RECORD EXCERPTS section start
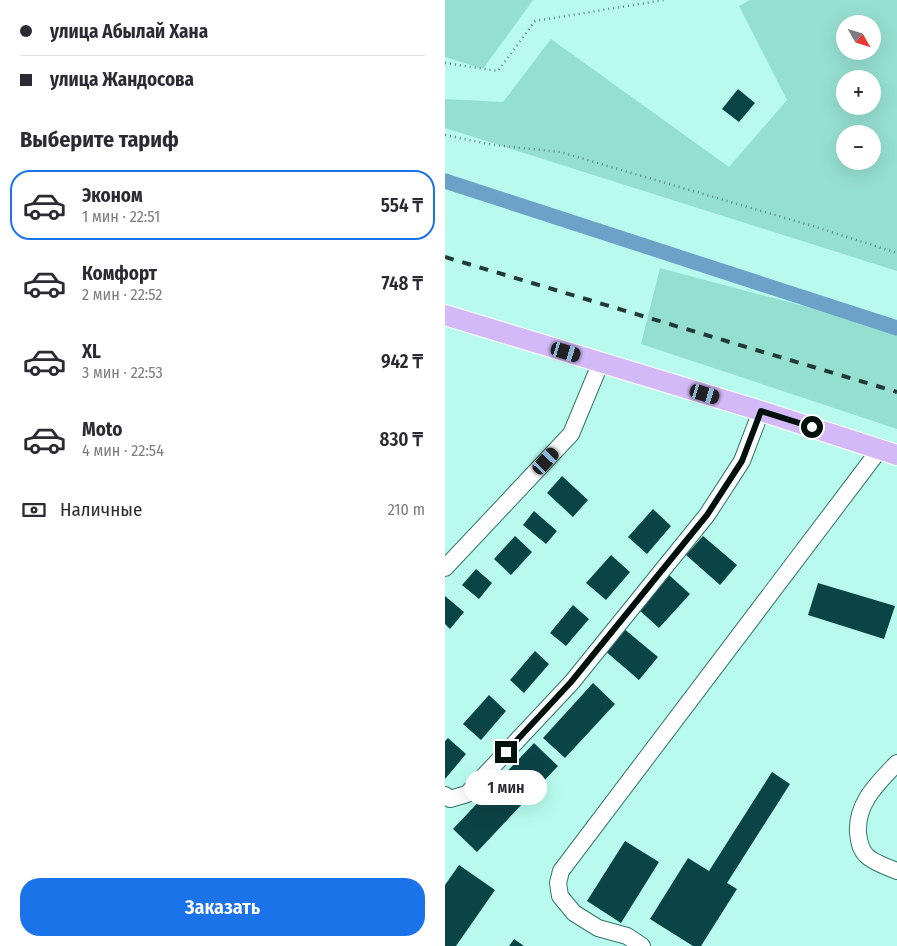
<!DOCTYPE html>
<html lang="ru">
<head>
<meta charset="utf-8">
<style>
  :root { --surface:#fff; --page:#f7f7f7; --text:#2b2b33; --muted:#7c7c81; --line:#e1e1e2; --accent:#1a73e8 }
  body { margin:0; font-family:"Fira Sans Condensed",sans-serif; background:var(--page); color:var(--text); height:100vh; display:flex; flex-direction:column; font-size:19px; white-space:nowrap }
  * { box-sizing:border-box; margin:0 }
  p { font-size:16px; color:var(--muted) }
  .icon { flex:none; width:28px; height:28px; fill:none; stroke:currentColor; stroke-width:2; stroke-linecap:round; stroke-linejoin:round }
  .map { position:relative; flex:1; overflow:hidden }
  .details { display:flex; flex-direction:column; background:var(--surface); width:445px }
  .details>* { flex:none }
  .guide { display:grid; align-content:center; height:110px; padding:0 20px; background:var(--surface) }
  .needle { width:32px; rotate:129deg }
  .tools { position:absolute; left:391px; top:15px; display:grid; gap:10px }
  .tools a { display:grid; place-items:center; width:45px; height:45px; border-radius:50%; background:var(--surface); box-shadow:0 5px 20px #0002; font-size:25px }
  .end { position:absolute; width:22px; height:22px; margin:-11px; border:6px solid #00110d; background:#fff; box-shadow:0 0 0 2px #fff }
  .from { border-radius:50% }
  .bubble { position:absolute; height:35px; border-radius:18px; background:var(--surface); box-shadow:0 5px 20px #0002; font-size:16px; font-weight:600; line-height:35px; text-align:center }
  .car { position:absolute; width:15px; height:30px; margin:-15px -8px; border-radius:6px; box-shadow:0 0 4px 1px #0007; background:linear-gradient(#222 24%,#8ab4d8 0 40%,#222 0 76%,#8ab4d8 0 86%,#222 0) }
  .guide b { display:flex; align-items:center; gap:18px; height:48px; font-size:19px }
  .guide b+b { border-top:1px solid var(--line) }
  .guide i { width:12px; height:12px; background:var(--text) }
  ul { padding:0; list-style:none }
  li { display:flex; align-items:center; gap:15px; height:70px; margin:0 10px 8px; padding:0 10px; border:2px solid transparent; border-radius:20px }
  li div { flex:1 }
  li b { display:block; font-size:19px }
  li em { font-style:normal; font-weight:600 }
  li.current { border-color:var(--accent) }
  li>.icon { width:45px; height:45px; stroke-width:1.5 }
  h2 { padding:0 20px; font-size:22px; line-height:60px }
  .pay { display:flex; align-items:center; gap:12px; height:55px; padding:0 20px; font-size:19px }
  .pay p { margin-inline-start:auto }
  .primary-button { display:flex; gap:10px; margin-top:auto; padding:10px 20px }
  .primary-button a { flex:1; height:58px; border-radius:20px; background:var(--accent); color:#fff; font-size:20px; font-weight:600; line-height:58px; text-align:center }
  main { display:flex; flex:1; min-height:0 }
  .map>svg:first-child { display:block }
</style>
</head>
<body>
<main>
<section class="details">
<div class="guide">
<b><i class="from"></i>улица Абылай Хана</b>
<b><i></i>улица Жандосова</b>
</div>
<h2>Выберите тариф</h2>
<ul>
<li class="current"><svg class="icon" aria-label="car" viewBox="0 0 24 24"><path d="M5 17H2v-5l4-1 3-4h7l3 4 3 1v5h-3M9 17h6M6 11h13"/><circle cx="7" cy="17" r="2"/><circle cx="17" cy="17" r="2"/></svg><div><b>Эконом</b><p>1 мин · 22:51</p></div><em>554 ₸</em></li>
<li><svg class="icon" aria-label="car" viewBox="0 0 24 24"><path d="M5 17H2v-5l4-1 3-4h7l3 4 3 1v5h-3M9 17h6M6 11h13"/><circle cx="7" cy="17" r="2"/><circle cx="17" cy="17" r="2"/></svg><div><b>Комфорт</b><p>2 мин · 22:52</p></div><em>748 ₸</em></li>
<li><svg class="icon" aria-label="car" viewBox="0 0 24 24"><path d="M5 17H2v-5l4-1 3-4h7l3 4 3 1v5h-3M9 17h6M6 11h13"/><circle cx="7" cy="17" r="2"/><circle cx="17" cy="17" r="2"/></svg><div><b>XL</b><p>3 мин · 22:53</p></div><em>942 ₸</em></li>
<li><svg class="icon" aria-label="car" viewBox="0 0 24 24"><path d="M5 17H2v-5l4-1 3-4h7l3 4 3 1v5h-3M9 17h6M6 11h13"/><circle cx="7" cy="17" r="2"/><circle cx="17" cy="17" r="2"/></svg><div><b>Moto</b><p>4 мин · 22:54</p></div><em>830 ₸</em></li>
</ul>
<div class="pay"><svg class="icon" aria-label="cash" viewBox="0 0 24 24"><path d="M3 7h18v10H3z"/><circle cx="12" cy="12" r="2"/></svg>Наличные<p>210 m</p></div>
<div class="primary-button"><a>Заказать</a></div>
</section>
<div class="map">
<svg width="452" height="946" viewBox="0 0 452 946">
  <rect width="100%" height="100%" fill="#b8fbee"/>
  <!-- green -->
  <path fill="#95dfd1" fill-rule="evenodd" d="M0,0h88l-50,69 -38,-12z
    M305,0h147v271l-452,-143v-29l58,3 48,-63 178,128 58,-67 -48,-94zM400,24h28v27h-28zM400,79h28v27h-28zM400,134h28v27h-28z
    M215,268l237,63v98l-256,-85z"/>
  <g fill="none" stroke-linecap="round" stroke-linejoin="round">
    <!-- canal -->
    <path stroke="#6ca1c8" stroke-width="15" d="M0,181l452,147"/>
  </g>
  <!-- building -->
  <path fill="#0b4447" d="M293,89l17,14 -16,19 -17,-13z
    M117,476l26,24 -15,17 -26,-24z
    M208,509l18,17 -24,28 -19,-17z
    M89,511l23,20 -11,13 -23,-19z
    M70,536l17,16 -21,23 -17,-16z
    M258,536l34,29 -17,20 -34,-30z
    M166,555l19,17 -24,28 -20,-17z
    M31,569l16,14 -13,16 -17,-14z
    M224,575l21,19 -31,34 -21,-19z
    M373,583l77,23 -11,33 -76,-24z
    M0,596l19,16 -14,17 -5,-5z
    M128,605l16,14 -23,27 -16,-13z
    M178,628l35,29 -19,23 -35,-30z
    M90,651l14,13 -25,29 -14,-13z
    M148,683l22,21 -50,54 -22,-20z
    M44,695l17,16 -25,29 -18,-16z
    M3,738l18,16 -21,25v-38z
    M89,743l24,23 -81,86 -24,-23z
    M327,772l18,12 -63,99 10,6 -36,57h-8l-43,-27 38,-61 21,13z
    M180,841l34,21 -38,61 -34,-22z
    M14,865l36,25 -39,56h-11v-61z
    M69,939l10,7h-15z"/>
  <g fill="none" stroke-linecap="round" stroke-linejoin="round">
    <defs>
      <path id="minor" d="M0,568l126,-134 30,-72
        M452,763c-19,20 -41,40 -39,70 1,8 2,16 8,22 5,6 23,13 31,16
        M0,795l5,4 17,-5 105,-112 135,-167 35,-54 19,-50
        M197,946l-15,-10 -29,-8 -24,-15 -14,-17 -2,-13 3,-12 319,-422"/>
      <path id="major" d="M0,315l316,96 136,44"/>
    </defs>
    <!-- minor casing -->
    <use href="#minor" stroke="#34756a" stroke-width="18"/>
    <!-- major casing -->
    <use href="#major" stroke="#fff" stroke-width="22"/>
    <!-- path -->
    <path stroke="#5c867d" stroke-width="2.5" stroke-dasharray="1 4" stroke-linecap="butt" d="M0,63l53,8 37,-50 129,-21
      M0,135l49,10 66,7 256,75 81,26"/>
    <!-- minor -->
    <use href="#minor" stroke="#fff" stroke-width="16"/>
    <!-- major -->
    <use href="#major" stroke="#d3b9f8" stroke-width="20"/>
    <!-- rail -->
    <path stroke="#203a34" stroke-width="4" stroke-dasharray="9 9" stroke-linecap="butt" d="M0,257l452,135"/>
  </g>
  <g fill="none" stroke-linecap="round" stroke-linejoin="round">
    <!-- route -->
    <path stroke="#00110d" stroke-width="6" d="M61,752l65,-70 136,-167 35,-54 19,-50 51,16"/>
  </g>
</svg>
<div class="tools">
<a><svg class="needle" viewBox="-14 -14 28 28"><path d="M0-13l5 13h-10z" fill="#e53935"/><path d="M0 13l5-13h-10z" fill="#7c7c81"/></svg></a>
<a>+</a>
<a>−</a>
</div>
<i class="end from" style="left:367px;top:427px"></i>
<i class="end" style="left:61px;top:752px"></i>
<div class="bubble" style="left:20px;top:770px;width:82px">1 мин</div>
<i class="car" style="left:121px;top:352px;rotate:107deg"></i>
<i class="car" style="left:260px;top:394px;rotate:107deg"></i>
<i class="car" style="left:101px;top:461px;rotate:43deg"></i>
</div>
</main>
</body>
</html>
RECORD EXCERPTS section end
### PROBLEM TO SOLVE
Look above for the line holding "M178,628l35,29 -19,23 -35,-30z". Print it and every line after it, exactly, through the line holding "M180,841l34,21 -38,61 -34,-22z".

### RESPONSE AREA
    M178,628l35,29 -19,23 -35,-30z
    M90,651l14,13 -25,29 -14,-13z
    M148,683l22,21 -50,54 -22,-20z
    M44,695l17,16 -25,29 -18,-16z
    M3,738l18,16 -21,25v-38z
    M89,743l24,23 -81,86 -24,-23z
    M327,772l18,12 -63,99 10,6 -36,57h-8l-43,-27 38,-61 21,13z
    M180,841l34,21 -38,61 -34,-22z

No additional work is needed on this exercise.